Segment Open

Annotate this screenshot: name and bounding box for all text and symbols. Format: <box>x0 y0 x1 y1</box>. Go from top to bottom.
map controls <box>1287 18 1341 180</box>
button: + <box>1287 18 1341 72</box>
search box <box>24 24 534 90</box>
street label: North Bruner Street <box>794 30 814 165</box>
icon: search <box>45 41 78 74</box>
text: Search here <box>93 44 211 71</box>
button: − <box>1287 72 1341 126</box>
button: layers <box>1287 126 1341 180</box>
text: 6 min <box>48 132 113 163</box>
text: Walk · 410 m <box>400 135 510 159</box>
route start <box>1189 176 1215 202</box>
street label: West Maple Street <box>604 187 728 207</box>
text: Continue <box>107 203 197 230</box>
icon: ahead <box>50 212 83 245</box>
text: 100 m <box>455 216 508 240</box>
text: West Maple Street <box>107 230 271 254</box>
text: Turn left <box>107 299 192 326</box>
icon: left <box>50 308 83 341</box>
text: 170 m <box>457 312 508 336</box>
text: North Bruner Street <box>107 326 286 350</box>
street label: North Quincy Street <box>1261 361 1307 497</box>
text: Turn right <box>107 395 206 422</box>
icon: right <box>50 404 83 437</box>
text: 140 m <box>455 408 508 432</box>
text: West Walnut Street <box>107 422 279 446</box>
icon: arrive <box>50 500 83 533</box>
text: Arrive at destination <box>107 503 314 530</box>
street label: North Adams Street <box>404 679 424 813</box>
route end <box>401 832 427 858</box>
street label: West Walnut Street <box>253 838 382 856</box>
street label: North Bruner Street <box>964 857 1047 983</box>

Segment Closed

◆ **Goal of the exercise**
Scan the material line by line and report each one that contains "Bruner".

◆ **Task output**
street label: North Bruner Street <box>794 30 814 165</box>
text: North Bruner Street <box>107 326 286 350</box>
street label: North Bruner Street <box>964 857 1047 983</box>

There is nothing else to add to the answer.